A best-first search, on the other hand, would

1. Add A and C to the open list.
2. Take A, the best value, off the open list, and add B. Then OPEN = {B, C}.
3. Take the best node off the open list (either B or C, more on that in a second), and add its successor, the goal state.
4. Take the goal state off the open list and return the path that got there.

The choice of B or C in step 3 depends on exactly the best-first search algorithm you're using. A* would evaluate the node as the cost to get there plus the estimate of the cost to get to the end, in which case C would win (and in fact, with an admissible heuristic, A* is guaranteed to always get you the optimal path). A "greedy best-first search" would choose between the two options arbitrarily. In any case, the search maintains a list of possible places to go from rather than a single one.

Is it clearer how the two are different now?

Answer 2

SAHC is going to choose a single, (possibly non-optimal) path greedily - it'll simply take the best node at each step until it hits the target.

Best-first, on the other hand, generates an entire search tree. Often (in the case of A*) it will find the optimal solution, this is not guaranteed for SAHC.

Answer 3

Dint know how to flag so pasted it again, Sorry for that. So here goes what I got as a difference.

The difference lies in understanding what is more concerned in searching for the goal state.

Ask the question what is our aim... the final goal state? or the Best path to reach the goal state

The Best First Search is a systematic search algorithm where systematicity is achieved by moving forward iteratively on the basis of finding out the best heuristic value for the adjacent nodes for every current node.

Here the evaluation function ( heuristic function ) calculates the best possible path to achieve the goal state. So here we could see the Best First search is concerned about the best PATH to reach to the goal state.

However there are many problems where "Path to the Goal" is not a concern, the only thing is concerned is to achieve the final state in any possible ways or paths. (For eg: 8-queens problem).

Hence for this local search algorithms are used.

Local search algorithms operate using a single current node and generally move only to neighbor of that node.

Hill Climbing algorithm is a local search algorithm. So here we need to understand the approach to get to the goal state not the best path to reach when thinking about hill climbing.

(As stated in AI-A Modern Approach,SR & PN)

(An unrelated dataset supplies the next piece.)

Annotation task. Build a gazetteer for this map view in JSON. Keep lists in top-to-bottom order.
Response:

Basically, to understand local search we need to consider state-space landscape.

A landscape has both

(i) location (defined by the state) and

(ii) Elevation (defined by the value of heuristic function or objective function)

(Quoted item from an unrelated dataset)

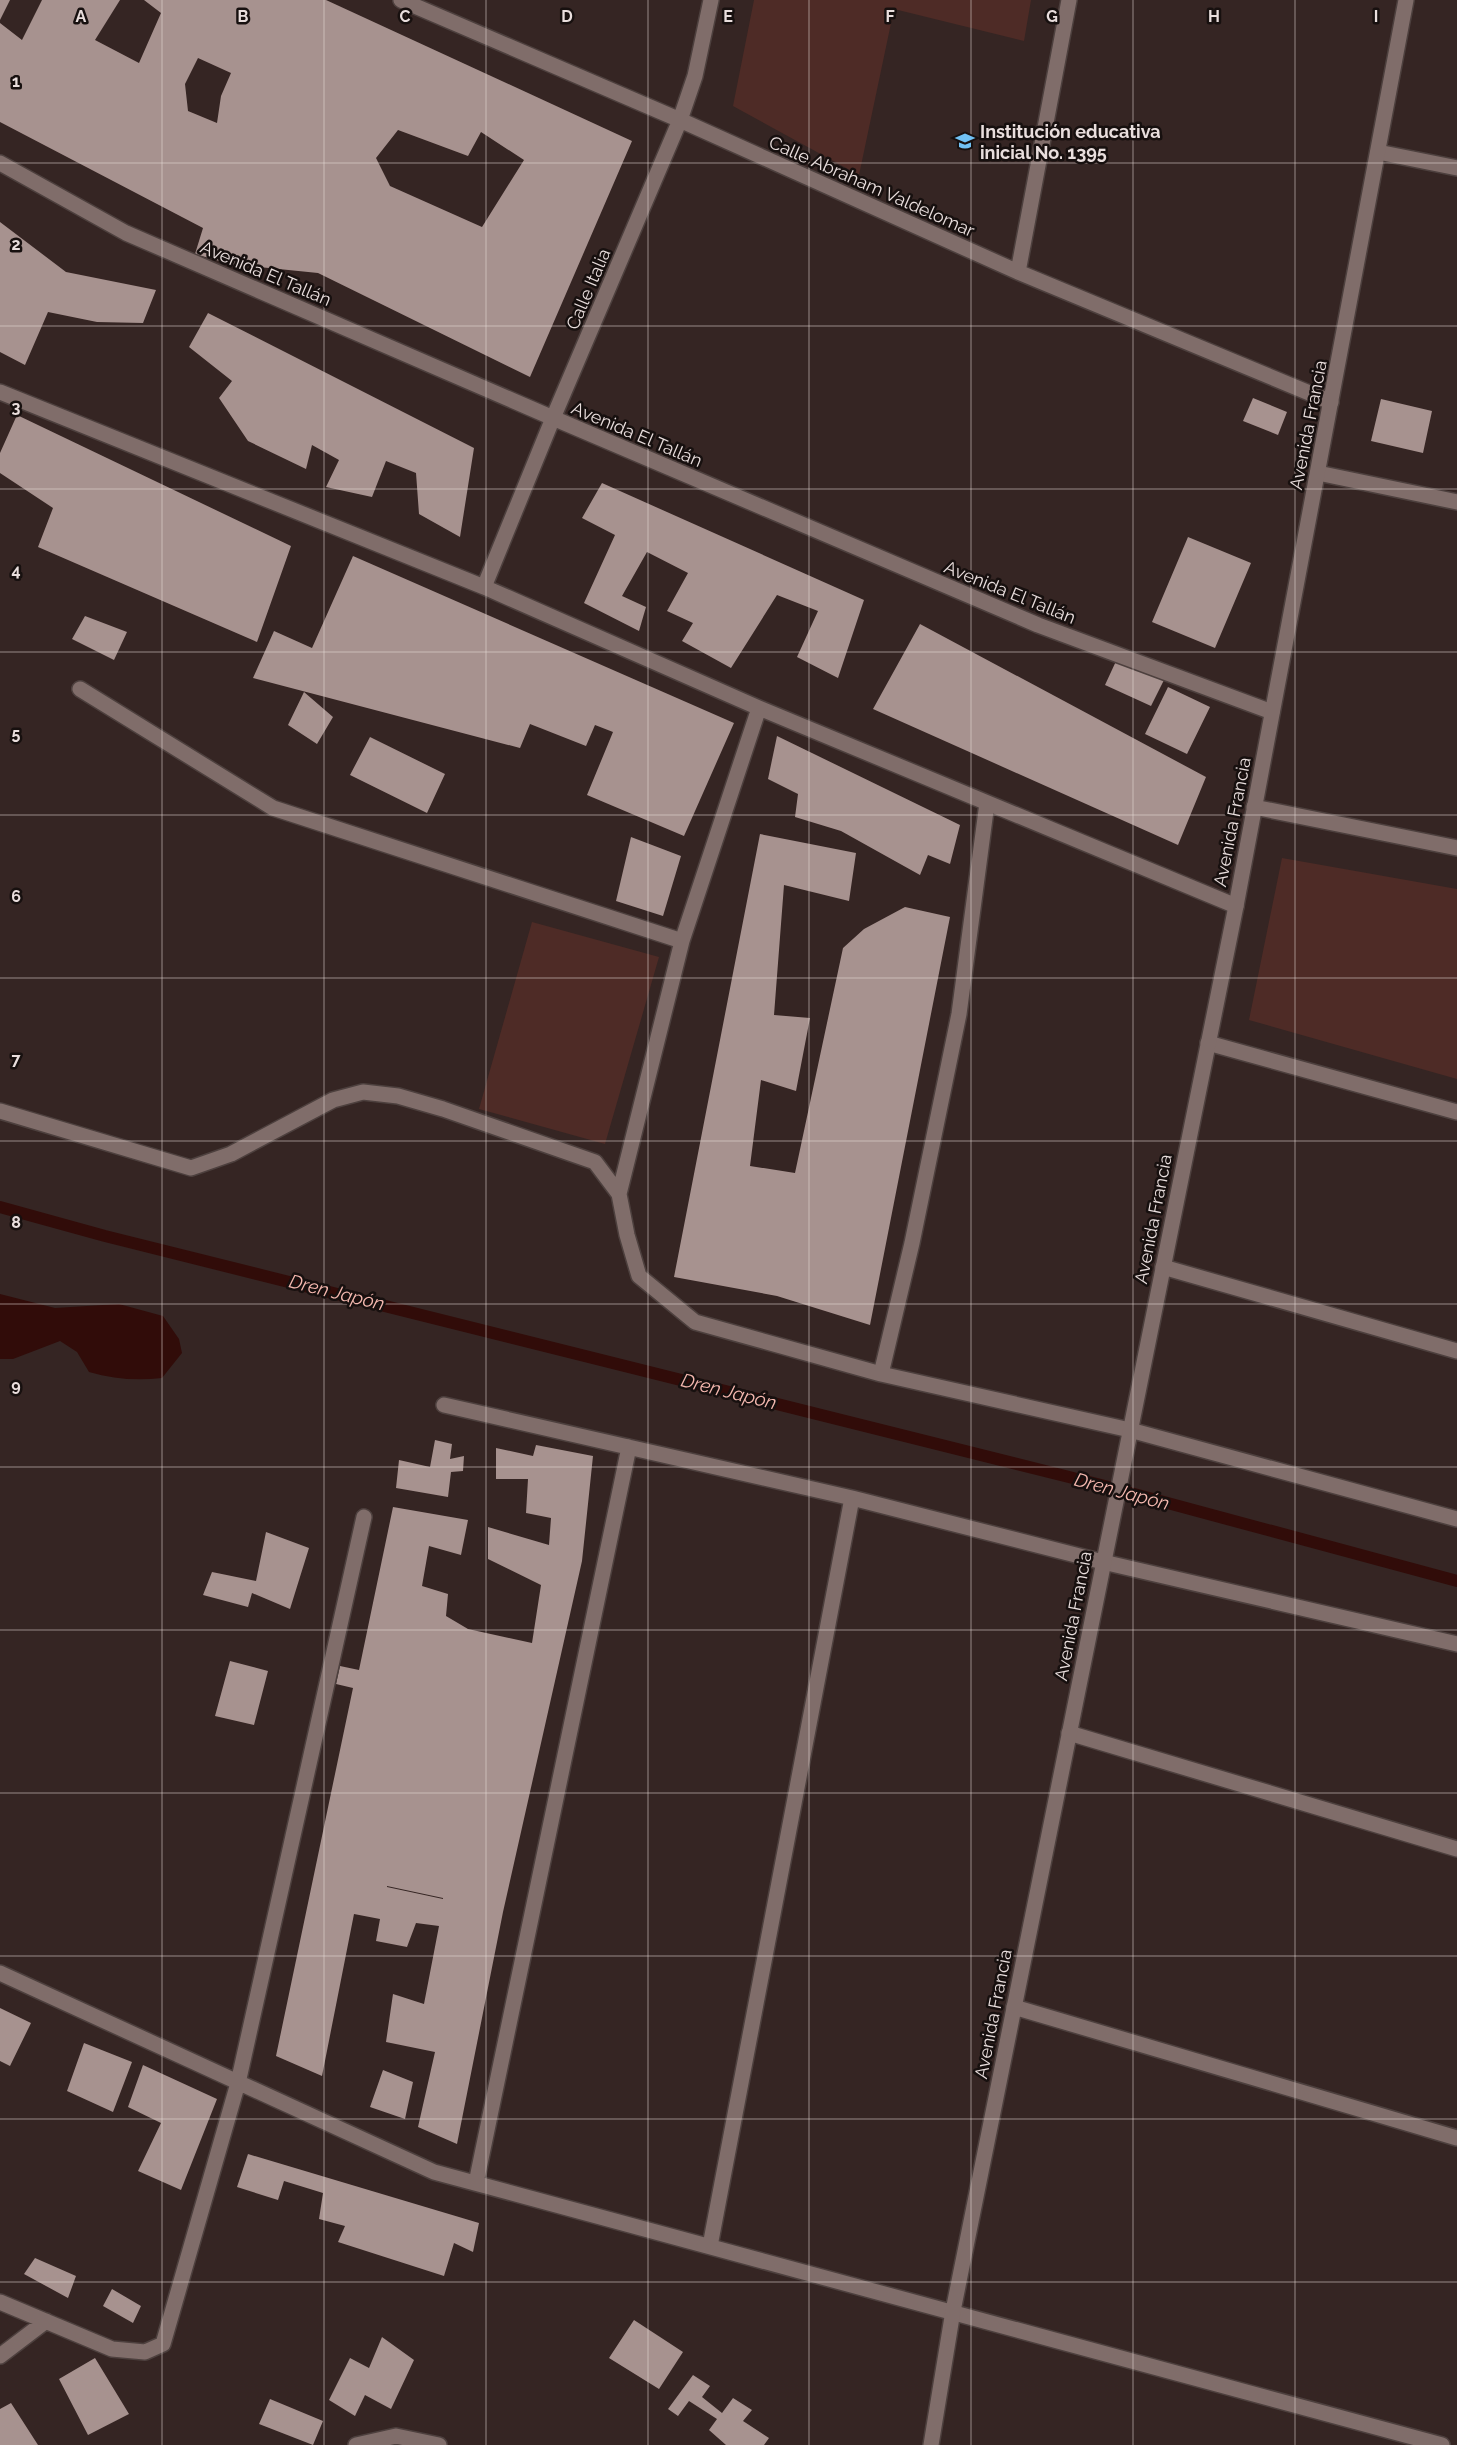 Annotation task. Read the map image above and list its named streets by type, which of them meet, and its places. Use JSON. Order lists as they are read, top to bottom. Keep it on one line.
{"streets":{"street":["Calle Abraham Valdelomar","Avenida El Tallán","Calle Italia","Avenida Francia"]},"crossings":[["Calle Abraham Valdelomar","Calle Italia"],["Calle Abraham Valdelomar","Avenida Francia"],["Avenida El Tallán","Calle Italia"],["Avenida El Tallán","Avenida Francia"]],"water":["Dren Japón"],"places":{"school or university":["Institución educativa inicial No. 1395"]},"grid":{"columns":["A","B","C","D","E","F","G","H","I"],"rows":["1","2","3","4","5","6","7","8","9"]}}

We need to understand the two types of elevations,

(i) If elevation corresponds to an objective function,then the aim is to find the highest peak i.e. a Global Maximum.

(So these type of elevation are useful in different scenarios which are not concerned with cost and which are only concerned with finding the best instant moves)

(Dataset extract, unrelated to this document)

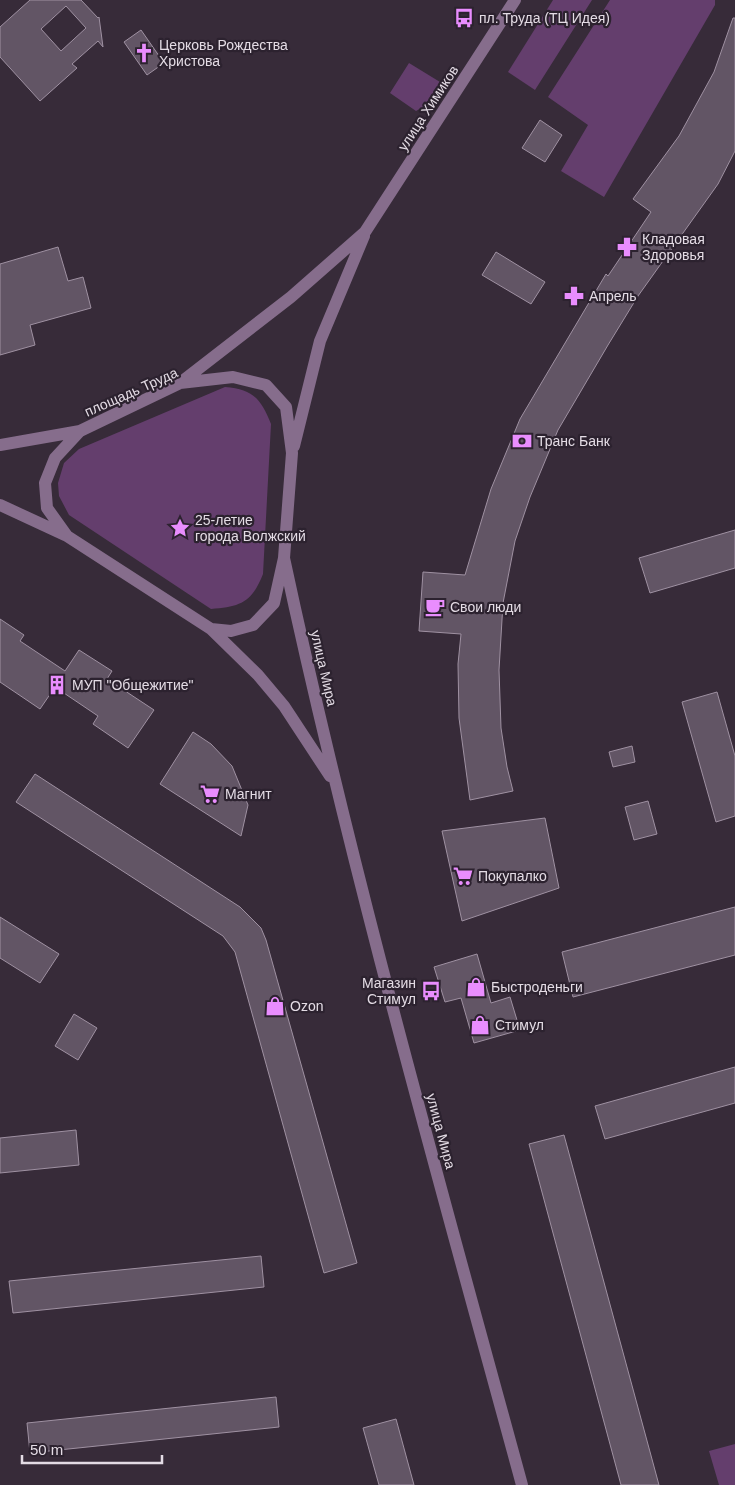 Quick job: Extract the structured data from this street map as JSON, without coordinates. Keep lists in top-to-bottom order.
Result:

(ii) If elevation corresponds to cost, then the aim is to find the lowest valley i.e. a Global Minimum.

(Here is the common thing i.e. Steepest(always stepping up with better estimations i.e. no plateau problem or any other) hill climbing is similar to Best First Search. Here the elevation function is the heuristic function which provide the best minimum cost. And hill climbing here is only concerned with current node and iterates through the adjacent nodes for minimum value and proceeds with expanding the best node which is similar to Best First Search)

Note:

Hill Climbing algorithm does not look ahead beyond the immediate neighbors of the current state. It is only concerned with best neighboring node to expand.And the best neighboring is decided by the above evaluations functions.

Whereas, Best First Search algorithm look ahead of the immediate neighbors to find the best path to the goal(using Heuristic evaluation) and then proceeding with the best one. So difference lies in approach of local searches and systematic search algorithms.

Understand the difference in approaches, you will get to know why both are named different.